- _WHAT IS BEING ASKED_: Precise copying is required. Return the data below in full.

- _INPUT FOR THIS TASK_:
-- -- --
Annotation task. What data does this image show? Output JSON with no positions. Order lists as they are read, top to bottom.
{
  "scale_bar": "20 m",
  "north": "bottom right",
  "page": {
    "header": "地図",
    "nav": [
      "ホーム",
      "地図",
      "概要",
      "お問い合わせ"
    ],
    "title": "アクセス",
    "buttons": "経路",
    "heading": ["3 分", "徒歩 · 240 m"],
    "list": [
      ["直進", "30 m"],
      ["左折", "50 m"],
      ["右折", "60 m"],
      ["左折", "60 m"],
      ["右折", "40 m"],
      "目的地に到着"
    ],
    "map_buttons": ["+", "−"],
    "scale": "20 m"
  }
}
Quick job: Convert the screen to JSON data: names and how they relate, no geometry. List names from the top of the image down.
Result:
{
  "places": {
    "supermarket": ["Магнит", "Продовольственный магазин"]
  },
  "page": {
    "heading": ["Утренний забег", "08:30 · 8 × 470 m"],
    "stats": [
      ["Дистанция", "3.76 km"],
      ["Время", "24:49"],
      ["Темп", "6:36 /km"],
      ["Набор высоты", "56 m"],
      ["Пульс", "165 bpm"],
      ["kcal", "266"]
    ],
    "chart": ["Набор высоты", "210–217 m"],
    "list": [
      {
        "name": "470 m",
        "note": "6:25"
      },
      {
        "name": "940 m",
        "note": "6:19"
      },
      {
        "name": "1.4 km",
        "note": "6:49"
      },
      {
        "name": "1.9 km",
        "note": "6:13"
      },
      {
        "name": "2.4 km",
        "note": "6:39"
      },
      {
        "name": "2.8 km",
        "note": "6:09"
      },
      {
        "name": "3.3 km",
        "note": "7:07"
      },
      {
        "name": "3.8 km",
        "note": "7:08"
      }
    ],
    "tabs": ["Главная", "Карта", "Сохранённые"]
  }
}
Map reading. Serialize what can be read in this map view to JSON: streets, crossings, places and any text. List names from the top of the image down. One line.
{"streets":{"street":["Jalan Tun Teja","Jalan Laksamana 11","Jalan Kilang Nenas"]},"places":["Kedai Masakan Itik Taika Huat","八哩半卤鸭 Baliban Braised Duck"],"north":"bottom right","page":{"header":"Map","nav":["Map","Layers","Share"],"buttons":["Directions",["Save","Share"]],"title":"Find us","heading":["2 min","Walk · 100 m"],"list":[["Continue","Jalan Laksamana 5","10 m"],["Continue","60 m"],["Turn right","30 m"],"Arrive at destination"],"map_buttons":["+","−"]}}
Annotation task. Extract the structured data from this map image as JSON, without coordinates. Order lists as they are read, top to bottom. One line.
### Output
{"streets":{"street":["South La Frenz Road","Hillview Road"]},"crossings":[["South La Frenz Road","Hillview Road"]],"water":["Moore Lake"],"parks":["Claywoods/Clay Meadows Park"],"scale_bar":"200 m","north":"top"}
-- -- --
- _YOUR RESPONSE_:
Annotation task. What data does this image show? Output JSON with no positions. Order lists as they are read, top to bottom.
{
  "scale_bar": "20 m",
  "north": "bottom right",
  "page": {
    "header": "地図",
    "nav": [
      "ホーム",
      "地図",
      "概要",
      "お問い合わせ"
    ],
    "title": "アクセス",
    "buttons": "経路",
    "heading": ["3 分", "徒歩 · 240 m"],
    "list": [
      ["直進", "30 m"],
      ["左折", "50 m"],
      ["右折", "60 m"],
      ["左折", "60 m"],
      ["右折", "40 m"],
      "目的地に到着"
    ],
    "map_buttons": ["+", "−"],
    "scale": "20 m"
  }
}
Quick job: Convert the screen to JSON data: names and how they relate, no geometry. List names from the top of the image down.
Result:
{
  "places": {
    "supermarket": ["Магнит", "Продовольственный магазин"]
  },
  "page": {
    "heading": ["Утренний забег", "08:30 · 8 × 470 m"],
    "stats": [
      ["Дистанция", "3.76 km"],
      ["Время", "24:49"],
      ["Темп", "6:36 /km"],
      ["Набор высоты", "56 m"],
      ["Пульс", "165 bpm"],
      ["kcal", "266"]
    ],
    "chart": ["Набор высоты", "210–217 m"],
    "list": [
      {
        "name": "470 m",
        "note": "6:25"
      },
      {
        "name": "940 m",
        "note": "6:19"
      },
      {
        "name": "1.4 km",
        "note": "6:49"
      },
      {
        "name": "1.9 km",
        "note": "6:13"
      },
      {
        "name": "2.4 km",
        "note": "6:39"
      },
      {
        "name": "2.8 km",
        "note": "6:09"
      },
      {
        "name": "3.3 km",
        "note": "7:07"
      },
      {
        "name": "3.8 km",
        "note": "7:08"
      }
    ],
    "tabs": ["Главная", "Карта", "Сохранённые"]
  }
}
Map reading. Serialize what can be read in this map view to JSON: streets, crossings, places and any text. List names from the top of the image down. One line.
{"streets":{"street":["Jalan Tun Teja","Jalan Laksamana 11","Jalan Kilang Nenas"]},"places":["Kedai Masakan Itik Taika Huat","八哩半卤鸭 Baliban Braised Duck"],"north":"bottom right","page":{"header":"Map","nav":["Map","Layers","Share"],"buttons":["Directions",["Save","Share"]],"title":"Find us","heading":["2 min","Walk · 100 m"],"list":[["Continue","Jalan Laksamana 5","10 m"],["Continue","60 m"],["Turn right","30 m"],"Arrive at destination"],"map_buttons":["+","−"]}}
Annotation task. Extract the structured data from this map image as JSON, without coordinates. Order lists as they are read, top to bottom. One line.
### Output
{"streets":{"street":["South La Frenz Road","Hillview Road"]},"crossings":[["South La Frenz Road","Hillview Road"]],"water":["Moore Lake"],"parks":["Claywoods/Clay Meadows Park"],"scale_bar":"200 m","north":"top"}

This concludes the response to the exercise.